The stem radial growth of the two genotypes was measured in real-time and continuously during the growing season (from June to September). Well-growing and trunk-straight plants were selected to monitor the variation of stem growth by automated point dendrometer (Dendrometer DD-S, ECOMATIK, Munich, Germany), which was installed at the 15th node from the apical buds. A data logger (DL15, ECOMATIK, Munich, Germany) collected and recorded data every 15 min. Mature, fully expanded leaves of 20 plants from each genotype were selected randomly to determine the maximum photosynthetic rate and transpiration rate. The data were collected at an ambient CO2 concentration of 360 μmol mol−1 and photosynthetic photon flux density of 800 μmol m−2 s−1 using the LI-6400 portable photosynthesis system (Li-Cor Inc., Lincoln, NE, USA). Relative water content in the tree stems was recorded from the stem samples cut from the 15th node. The fresh weight (FW) was weighed immediately after collection and the dry weight (DW) was recorded after a stem was dried at 80 °C for 72 h. The stem water content (SWC) was calculated as SWC = (FW−DW)/FW [65].

RNA extraction, illumina sequencing and data processing

The cambial region was harvested from the stem samples (~ 40 cm per tree) cut from the plant collar on three individual trees for each genotype on June 8, August 1 and September 18. Samples from each tree were frozen quickly in liquid nitrogen, to allow separation of the bark (cambium with differentiating xylem and phloem cells) from the mature xylem. After bark peeling, the white powdery cambial tissue was harvested by scraping the inner bark with a scalpel [12]. Powders of 18 samples were used for total RNA extraction by the Total RNA Purification Kit (TRK1001, LC Science, Houston, TX) following the manufacturer’s procedure. A Bioanalyzer 2100 and RNA 6000 Nano LabChip Kit (Agilent, CA, USA) were used to determine the quality and purity of total RNA samples with mean RNA integrity number (RIN) > 7.0. Approximately 10 μg of total RNA representing a specific sample was prepared according to the protocol for the RNA-Seq sample preparation kit (Illumina, San Diego, USA). The single-end sequencing was performed on an Illumina Hiseq 2000 following the vendor’s recommended protocol.

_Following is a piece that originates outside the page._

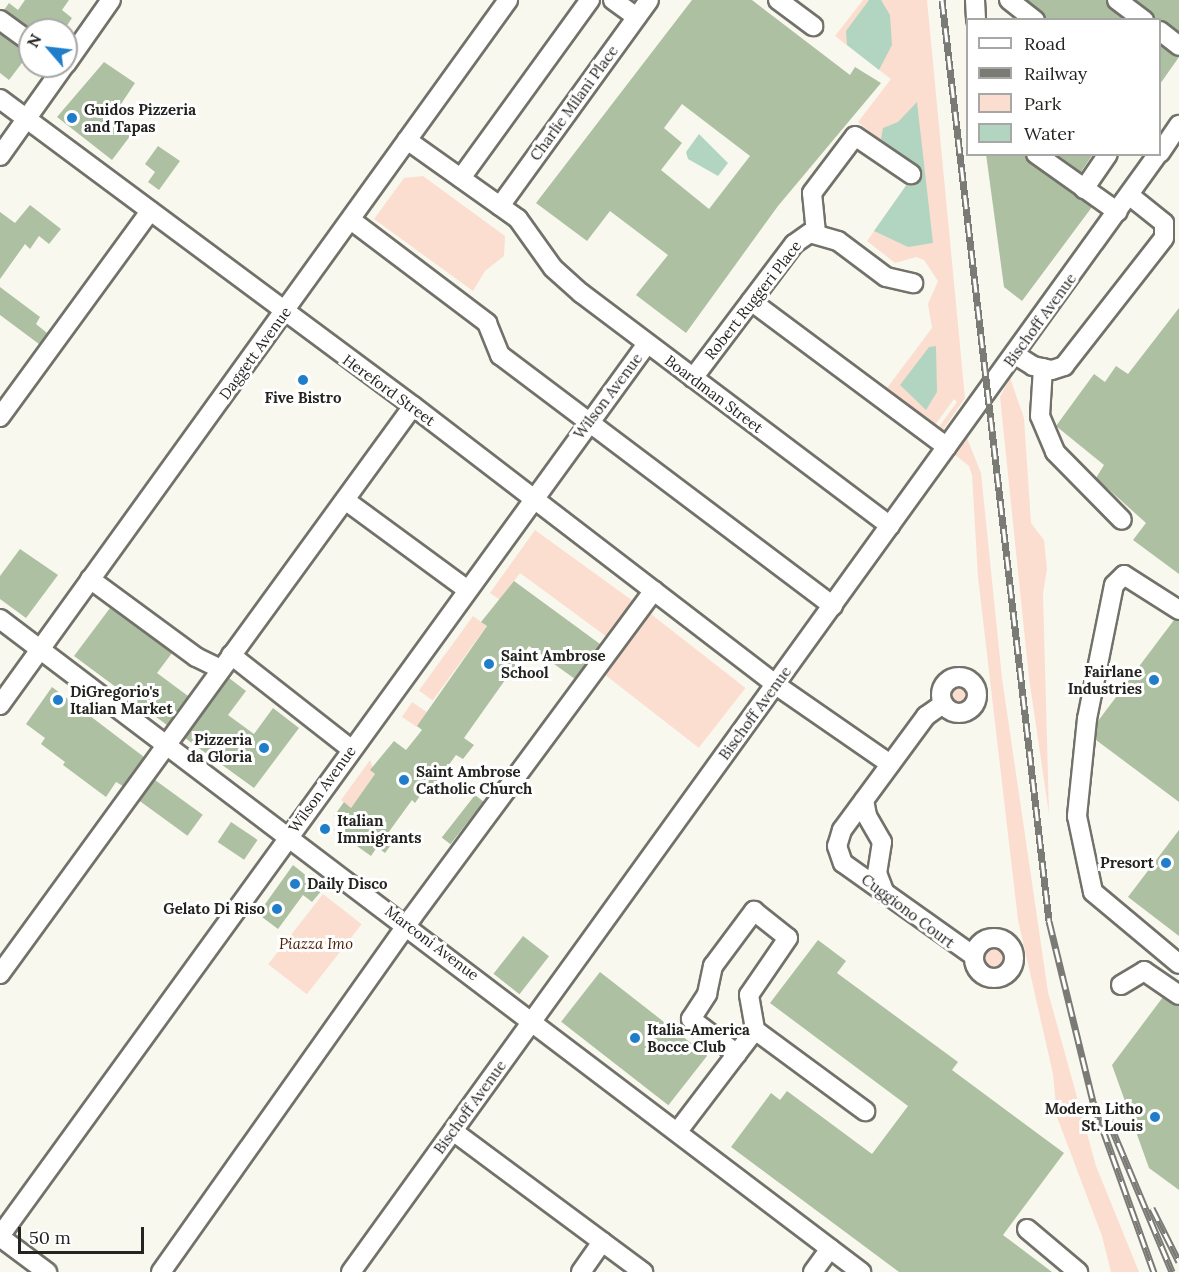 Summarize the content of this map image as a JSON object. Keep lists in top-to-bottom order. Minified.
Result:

The raw data were initially cleaned by removing the adaptor sequences and reads with more than two unknown bases and low-quality bases (> 20% of the bases with a quality score Q ≤ 20). The program TopHat2 [66] with default parameters was used to align the clean reads from the 18 samples to the referenced Populus trichocarpa genome assembly V 3.0 (http://www.phytozome.net/poplar.php). No more than a 2-bp mismatch was allowed when considering differences between different Populus species. The reads mapped to multiple genes also were filtered out to obtain the unique clean reads used for further analyses. The unique mapped reads were used for count calculation by the HTSeq program [67]. The expression levels were calculated as reads per kilobase per million reads (RPKM), which were normalized by the TMM package [68]. The differentially expressed genes were identified using the edgeR package [69], and the statistical significance was evaluated by Fisher’s exact test with a false discovery rate (FDR) using the BH method to correct p value with a cut-off of 0.05. The genes with FDR < 0.05 and | log2 (fold change) | > 1 were considered as significantly DEGs. The DEGs with expression levels higher in Neva than in I-214 were described as up-regulated, and lower levels were termed as down-regulated. Functional annotation and enrichment of DEGs and co-expression modules through gene ontology enrichment were assigned using the GOstats and GSEABase packages [70] with p < 0.01. All statistical analyses were deployed in R unless stated otherwise.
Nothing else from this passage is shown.